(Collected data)
━━━━━━━━━━━━━━━━

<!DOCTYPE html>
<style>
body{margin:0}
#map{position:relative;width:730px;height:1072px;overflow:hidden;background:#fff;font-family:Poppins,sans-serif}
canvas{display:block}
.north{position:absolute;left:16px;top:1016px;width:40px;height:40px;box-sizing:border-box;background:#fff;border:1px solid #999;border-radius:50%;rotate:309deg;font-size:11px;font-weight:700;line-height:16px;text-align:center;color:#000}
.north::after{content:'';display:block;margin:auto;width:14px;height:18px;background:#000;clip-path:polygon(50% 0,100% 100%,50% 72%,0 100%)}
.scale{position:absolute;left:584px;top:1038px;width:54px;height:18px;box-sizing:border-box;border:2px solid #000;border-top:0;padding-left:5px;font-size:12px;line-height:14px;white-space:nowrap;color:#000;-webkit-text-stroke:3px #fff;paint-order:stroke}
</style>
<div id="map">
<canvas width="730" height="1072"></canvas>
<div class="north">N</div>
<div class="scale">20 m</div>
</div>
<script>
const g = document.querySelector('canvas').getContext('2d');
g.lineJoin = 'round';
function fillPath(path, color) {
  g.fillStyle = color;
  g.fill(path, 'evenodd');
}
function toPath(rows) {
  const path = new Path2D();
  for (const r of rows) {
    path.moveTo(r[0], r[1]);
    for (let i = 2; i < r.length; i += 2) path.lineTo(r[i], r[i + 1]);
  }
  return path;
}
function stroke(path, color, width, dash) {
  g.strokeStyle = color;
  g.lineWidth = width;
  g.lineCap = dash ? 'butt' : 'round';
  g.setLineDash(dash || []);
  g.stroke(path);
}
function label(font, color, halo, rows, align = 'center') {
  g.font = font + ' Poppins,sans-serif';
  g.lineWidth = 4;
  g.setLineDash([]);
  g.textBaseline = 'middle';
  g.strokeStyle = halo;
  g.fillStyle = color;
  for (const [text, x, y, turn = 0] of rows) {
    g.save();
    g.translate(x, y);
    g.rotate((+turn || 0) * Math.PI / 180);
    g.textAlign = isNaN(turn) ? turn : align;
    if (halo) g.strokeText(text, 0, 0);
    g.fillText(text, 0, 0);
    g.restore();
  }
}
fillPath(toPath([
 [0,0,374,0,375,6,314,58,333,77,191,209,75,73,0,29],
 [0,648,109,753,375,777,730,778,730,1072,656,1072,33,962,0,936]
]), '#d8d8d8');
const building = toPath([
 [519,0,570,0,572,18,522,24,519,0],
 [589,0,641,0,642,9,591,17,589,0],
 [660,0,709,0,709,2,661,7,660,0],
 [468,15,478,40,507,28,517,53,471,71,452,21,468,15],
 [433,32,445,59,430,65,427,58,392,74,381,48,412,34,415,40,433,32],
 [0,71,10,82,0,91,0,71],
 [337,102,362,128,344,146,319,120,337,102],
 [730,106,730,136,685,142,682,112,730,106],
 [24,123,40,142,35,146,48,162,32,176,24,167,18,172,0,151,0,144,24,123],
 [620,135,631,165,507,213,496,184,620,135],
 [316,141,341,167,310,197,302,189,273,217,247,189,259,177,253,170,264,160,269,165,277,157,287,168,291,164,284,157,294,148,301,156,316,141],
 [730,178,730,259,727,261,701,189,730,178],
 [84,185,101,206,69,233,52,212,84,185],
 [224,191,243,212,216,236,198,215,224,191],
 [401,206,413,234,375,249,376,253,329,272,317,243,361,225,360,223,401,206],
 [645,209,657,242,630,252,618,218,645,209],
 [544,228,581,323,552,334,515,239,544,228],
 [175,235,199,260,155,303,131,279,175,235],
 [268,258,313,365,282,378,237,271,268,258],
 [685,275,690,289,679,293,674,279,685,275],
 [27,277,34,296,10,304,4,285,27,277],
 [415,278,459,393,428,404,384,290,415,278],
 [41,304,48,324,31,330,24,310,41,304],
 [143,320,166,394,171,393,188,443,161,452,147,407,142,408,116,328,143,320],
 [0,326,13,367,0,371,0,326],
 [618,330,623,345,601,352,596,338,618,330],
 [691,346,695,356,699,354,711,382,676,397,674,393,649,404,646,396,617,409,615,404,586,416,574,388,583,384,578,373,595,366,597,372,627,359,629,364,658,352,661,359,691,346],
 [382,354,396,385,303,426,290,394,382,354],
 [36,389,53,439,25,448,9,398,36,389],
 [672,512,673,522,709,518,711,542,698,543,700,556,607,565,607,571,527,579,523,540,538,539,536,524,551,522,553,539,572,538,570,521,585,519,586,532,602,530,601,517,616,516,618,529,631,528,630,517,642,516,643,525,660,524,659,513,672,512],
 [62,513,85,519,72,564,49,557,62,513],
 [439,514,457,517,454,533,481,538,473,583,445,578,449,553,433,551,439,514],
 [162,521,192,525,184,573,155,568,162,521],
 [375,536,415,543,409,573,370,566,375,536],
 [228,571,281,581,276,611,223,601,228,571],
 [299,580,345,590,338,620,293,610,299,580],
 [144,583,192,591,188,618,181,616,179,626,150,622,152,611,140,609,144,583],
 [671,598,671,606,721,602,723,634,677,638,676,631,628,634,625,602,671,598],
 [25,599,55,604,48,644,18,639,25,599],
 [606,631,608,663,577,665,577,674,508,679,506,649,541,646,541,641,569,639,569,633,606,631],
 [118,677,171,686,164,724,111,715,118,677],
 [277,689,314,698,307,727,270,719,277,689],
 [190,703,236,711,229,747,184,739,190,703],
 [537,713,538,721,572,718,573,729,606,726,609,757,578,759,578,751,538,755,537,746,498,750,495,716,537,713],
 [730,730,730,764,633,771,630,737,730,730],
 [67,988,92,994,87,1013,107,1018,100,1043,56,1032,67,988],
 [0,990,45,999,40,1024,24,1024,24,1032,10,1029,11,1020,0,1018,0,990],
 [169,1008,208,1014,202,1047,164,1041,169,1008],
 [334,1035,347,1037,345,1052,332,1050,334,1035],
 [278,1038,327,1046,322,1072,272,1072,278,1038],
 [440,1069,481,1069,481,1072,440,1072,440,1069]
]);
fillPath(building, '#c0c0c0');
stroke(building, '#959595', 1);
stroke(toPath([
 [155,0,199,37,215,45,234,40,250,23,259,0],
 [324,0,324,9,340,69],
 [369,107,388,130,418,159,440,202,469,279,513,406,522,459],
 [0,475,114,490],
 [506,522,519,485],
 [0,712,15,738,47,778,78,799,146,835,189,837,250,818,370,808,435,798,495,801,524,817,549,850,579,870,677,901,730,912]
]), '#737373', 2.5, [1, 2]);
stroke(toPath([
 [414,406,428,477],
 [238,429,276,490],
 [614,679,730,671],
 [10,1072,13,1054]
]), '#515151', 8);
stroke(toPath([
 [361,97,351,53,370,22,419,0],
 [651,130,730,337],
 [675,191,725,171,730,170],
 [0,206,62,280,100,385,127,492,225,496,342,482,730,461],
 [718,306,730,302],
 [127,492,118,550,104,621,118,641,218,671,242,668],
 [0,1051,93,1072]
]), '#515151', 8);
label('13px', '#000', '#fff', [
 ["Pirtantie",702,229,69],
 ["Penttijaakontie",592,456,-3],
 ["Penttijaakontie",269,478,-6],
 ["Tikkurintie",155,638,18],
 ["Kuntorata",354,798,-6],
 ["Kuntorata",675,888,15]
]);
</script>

━━━━━━━━━━━━━━━━

Among the records, find every line with the word "Kuntorata" and copy it.

## Expected answer:
 ["Kuntorata",354,798,-6],
 ["Kuntorata",675,888,15]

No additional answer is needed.